» **Requirement**: Nothing left out, nothing added: return the full set of records.

[Source information — start]

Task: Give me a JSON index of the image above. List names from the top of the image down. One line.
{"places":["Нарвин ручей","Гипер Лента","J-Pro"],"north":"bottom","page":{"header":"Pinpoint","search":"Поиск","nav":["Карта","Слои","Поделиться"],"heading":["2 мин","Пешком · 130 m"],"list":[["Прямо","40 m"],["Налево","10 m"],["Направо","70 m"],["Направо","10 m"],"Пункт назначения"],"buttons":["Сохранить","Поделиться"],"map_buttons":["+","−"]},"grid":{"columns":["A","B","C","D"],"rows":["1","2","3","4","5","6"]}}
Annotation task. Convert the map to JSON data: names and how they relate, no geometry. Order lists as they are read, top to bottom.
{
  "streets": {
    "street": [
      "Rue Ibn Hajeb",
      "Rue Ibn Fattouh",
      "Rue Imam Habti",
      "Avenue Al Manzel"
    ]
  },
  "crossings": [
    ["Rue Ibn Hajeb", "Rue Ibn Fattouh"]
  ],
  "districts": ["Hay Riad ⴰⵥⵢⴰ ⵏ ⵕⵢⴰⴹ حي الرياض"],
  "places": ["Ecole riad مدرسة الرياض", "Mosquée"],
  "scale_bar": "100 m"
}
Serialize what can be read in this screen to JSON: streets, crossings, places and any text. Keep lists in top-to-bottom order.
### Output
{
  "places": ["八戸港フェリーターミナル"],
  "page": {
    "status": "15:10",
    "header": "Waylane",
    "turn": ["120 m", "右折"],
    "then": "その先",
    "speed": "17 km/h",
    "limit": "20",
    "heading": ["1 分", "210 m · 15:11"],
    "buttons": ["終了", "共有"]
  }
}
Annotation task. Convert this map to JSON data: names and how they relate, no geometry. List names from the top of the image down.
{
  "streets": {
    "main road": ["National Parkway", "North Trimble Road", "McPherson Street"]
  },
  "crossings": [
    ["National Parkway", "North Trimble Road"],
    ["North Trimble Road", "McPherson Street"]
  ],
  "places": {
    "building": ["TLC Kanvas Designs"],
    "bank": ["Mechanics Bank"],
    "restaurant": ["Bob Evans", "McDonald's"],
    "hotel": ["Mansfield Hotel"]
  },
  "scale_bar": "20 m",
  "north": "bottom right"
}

[Source information — finish]

» **Answer box**:
Task: Give me a JSON index of the image above. List names from the top of the image down. One line.
{"places":["Нарвин ручей","Гипер Лента","J-Pro"],"north":"bottom","page":{"header":"Pinpoint","search":"Поиск","nav":["Карта","Слои","Поделиться"],"heading":["2 мин","Пешком · 130 m"],"list":[["Прямо","40 m"],["Налево","10 m"],["Направо","70 m"],["Направо","10 m"],"Пункт назначения"],"buttons":["Сохранить","Поделиться"],"map_buttons":["+","−"]},"grid":{"columns":["A","B","C","D"],"rows":["1","2","3","4","5","6"]}}
Annotation task. Convert the map to JSON data: names and how they relate, no geometry. Order lists as they are read, top to bottom.
{
  "streets": {
    "street": [
      "Rue Ibn Hajeb",
      "Rue Ibn Fattouh",
      "Rue Imam Habti",
      "Avenue Al Manzel"
    ]
  },
  "crossings": [
    ["Rue Ibn Hajeb", "Rue Ibn Fattouh"]
  ],
  "districts": ["Hay Riad ⴰⵥⵢⴰ ⵏ ⵕⵢⴰⴹ حي الرياض"],
  "places": ["Ecole riad مدرسة الرياض", "Mosquée"],
  "scale_bar": "100 m"
}
Serialize what can be read in this screen to JSON: streets, crossings, places and any text. Keep lists in top-to-bottom order.
### Output
{
  "places": ["八戸港フェリーターミナル"],
  "page": {
    "status": "15:10",
    "header": "Waylane",
    "turn": ["120 m", "右折"],
    "then": "その先",
    "speed": "17 km/h",
    "limit": "20",
    "heading": ["1 分", "210 m · 15:11"],
    "buttons": ["終了", "共有"]
  }
}
Annotation task. Convert this map to JSON data: names and how they relate, no geometry. List names from the top of the image down.
{
  "streets": {
    "main road": ["National Parkway", "North Trimble Road", "McPherson Street"]
  },
  "crossings": [
    ["National Parkway", "North Trimble Road"],
    ["North Trimble Road", "McPherson Street"]
  ],
  "places": {
    "building": ["TLC Kanvas Designs"],
    "bank": ["Mechanics Bank"],
    "restaurant": ["Bob Evans", "McDonald's"],
    "hotel": ["Mansfield Hotel"]
  },
  "scale_bar": "20 m",
  "north": "bottom right"
}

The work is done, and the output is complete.